Allegedly most valuable company on the planet in all of history (can’t afford books). Allegedly not a bubble or fraud.
Are you suggesting that there is a use case for piracy that has less to do with saving money than it does with convenience and easy access to media in one place?
Will they be sued per book?
It’s not stealing when corpos do it.
Meta torrented their training data from the pirate bay. Hell, Spotify initially built their catalog from pirated music. They all do this shit. Corporations are built to steal our shit and sell it back to us. This isn’t any different from pumping oil out of pubic lands and selling it back to us.
No becaese the lawyer cohort will destroy them.
Holy shit the greed knows no bounds.
Wait, so piracy is theft?
Not if it’s the rich guys doing it.
But…why?
Just torrent it?It would be so funny if this ended with Nvidia getting robbed.
Hmm so nvidia is training llms as well. Are they going to compete with their customers now too? Like anthropic and cursor?
Good. Can’t wait for the bubble to pop.
AA might be digging their own grave. Overtime the knowledge gets accumulated in the hands of a select few and then they’re gonna block people from accessing pirated sites like AA or even worse, AA gets shutdown due to lack of traffic.

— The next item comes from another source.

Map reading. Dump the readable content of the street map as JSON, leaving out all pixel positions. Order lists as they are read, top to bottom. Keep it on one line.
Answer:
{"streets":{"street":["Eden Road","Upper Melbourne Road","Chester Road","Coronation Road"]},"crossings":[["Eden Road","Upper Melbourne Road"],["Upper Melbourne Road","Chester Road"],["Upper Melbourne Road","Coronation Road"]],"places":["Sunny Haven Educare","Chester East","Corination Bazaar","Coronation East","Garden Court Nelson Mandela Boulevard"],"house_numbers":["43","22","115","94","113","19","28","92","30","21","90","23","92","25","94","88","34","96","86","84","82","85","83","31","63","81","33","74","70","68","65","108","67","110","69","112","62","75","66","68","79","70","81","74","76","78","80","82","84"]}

It’s a really good thought. IMO what they will be producing with AI wont be knowledge it will be slop.
There is always gonna be an indie writer, a local at the pub singing. They cant stop people creating. Download or buy analog of the stuff you like and store it. We don’t have to be a slave to the mainstream dream…i will say though its hard changing habits…but for me, it starts with me.
So the amend alleges, Nvidia having used/stored/copied/obtained/distributed copyrighted works (including plaintiffs’), both through databases available on Hugging Face (‘Books3’ featured in both ‘The Pile’ and ‘SlimPajama’), or pirating from shadow libraries (like Anna’s Archive), to train multiple LLMs (primarily their ‘NeMo Megatron’ series), and distributing the copyrighted data through the ‘NeMo Megatron Framework’; data which was ultimately sourced from shadow libraries.

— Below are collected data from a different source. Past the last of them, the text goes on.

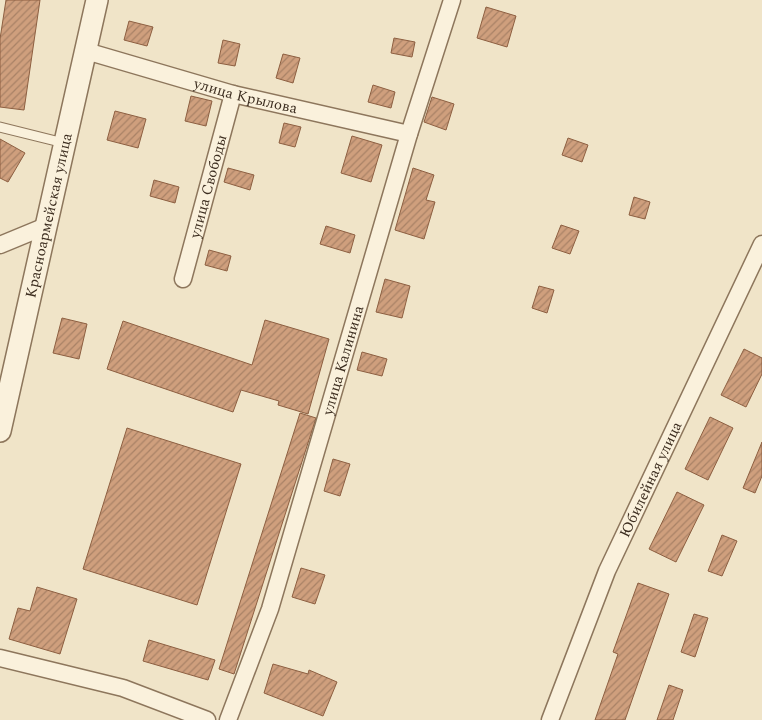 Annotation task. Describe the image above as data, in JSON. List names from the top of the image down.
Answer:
{
  "streets": {
    "street": [
      "улица Крылова",
      "улица Свободы",
      "Красноармейская улица",
      "улица Калинина",
      "Юбилейная улица"
    ]
  },
  "crossings": [
    ["улица Крылова", "улица Свободы"],
    ["улица Крылова", "Красноармейская улица"],
    ["улица Крылова", "улица Калинина"]
  ]
} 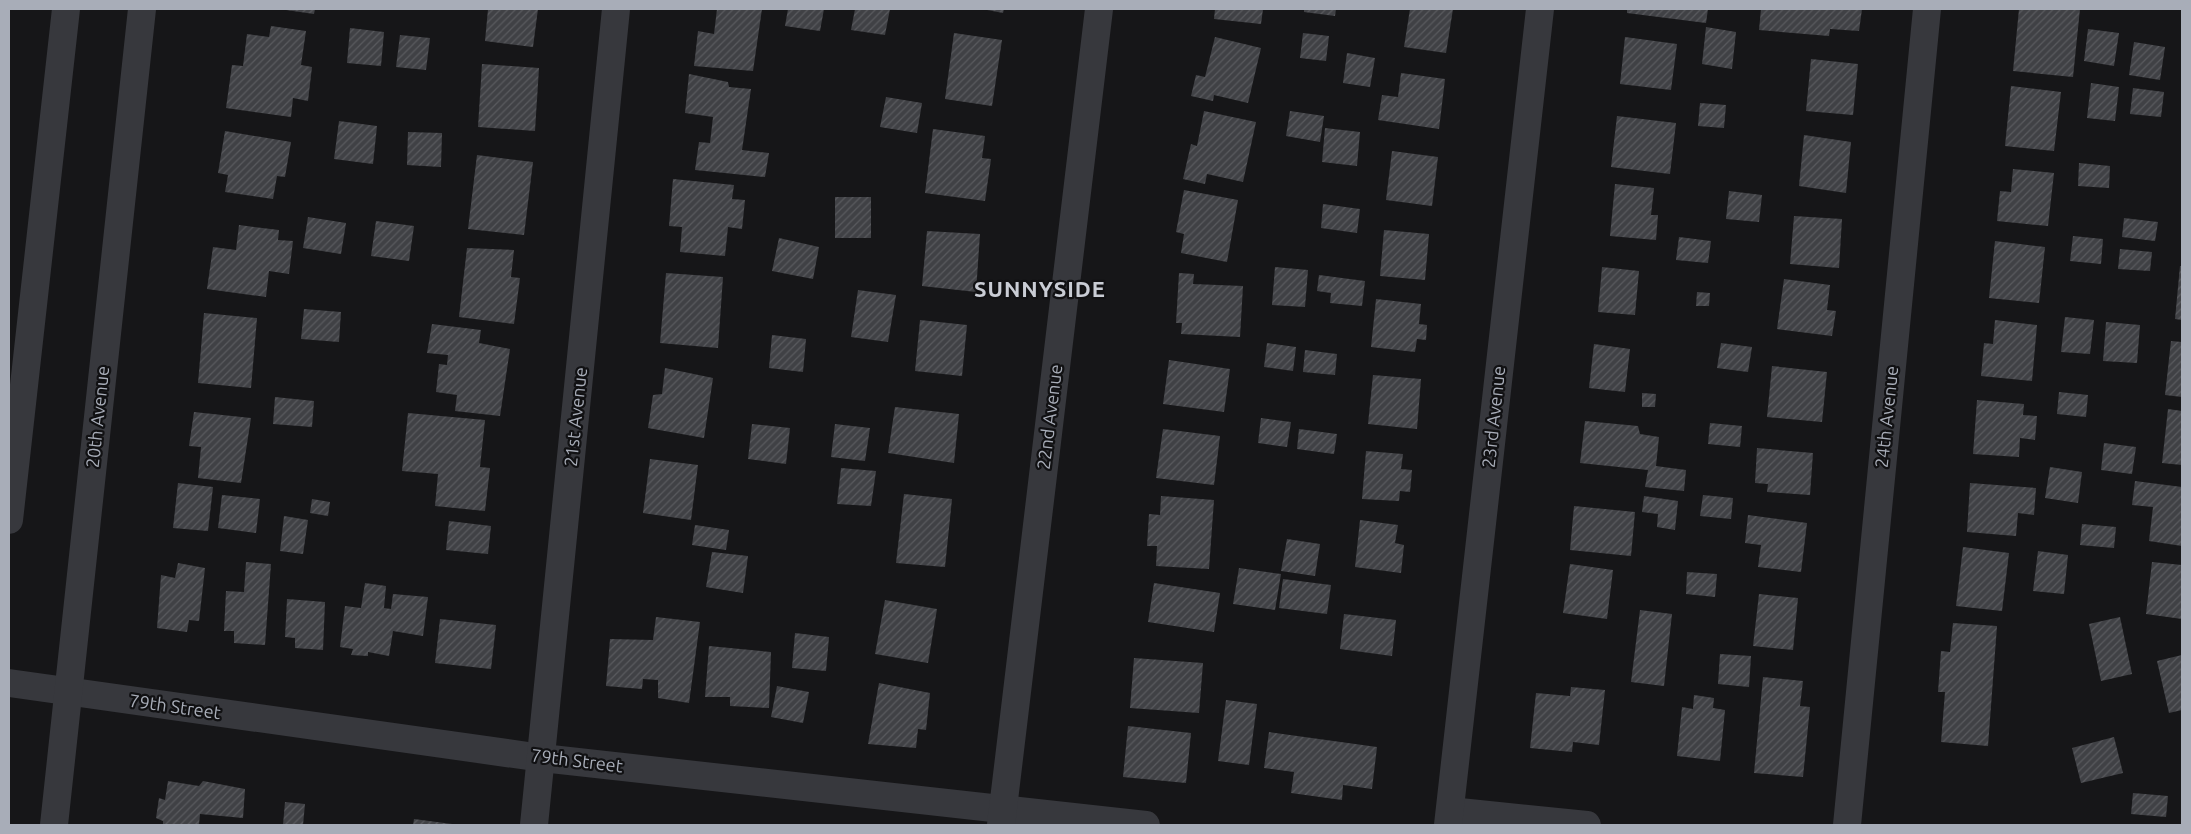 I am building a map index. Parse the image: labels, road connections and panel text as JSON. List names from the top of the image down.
{
  "streets": {
    "street": [
      "20th Avenue",
      "21st Avenue",
      "22nd Avenue",
      "23rd Avenue",
      "24th Avenue",
      "79th Street"
    ]
  },
  "crossings": [
    ["20th Avenue", "79th Street"],
    ["21st Avenue", "79th Street"],
    ["22nd Avenue", "79th Street"]
  ],
  "districts": ["SUNNYSIDE"]
}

It’s quite an interesting read actually, especially the link to this Anna’s Archive blog post. Which it grossly pulls out of context, as plaintiffs clearly despise the shadow libraries too: as they have ultimately provided access to their copyrighted material.
Especially the part: “Most (but not all!) US-based companies reconsidered once they realized the illegal nature of our work. By contrast, Chinese firms have enthusiastically embraced our collection, apparently untroubled by its legality.” makes me wonder if that’s the reason why models like Deepseek, initially blew Western models out of the water.
Allegedly, but holy shit if true. Hard to explain yourself out of that one.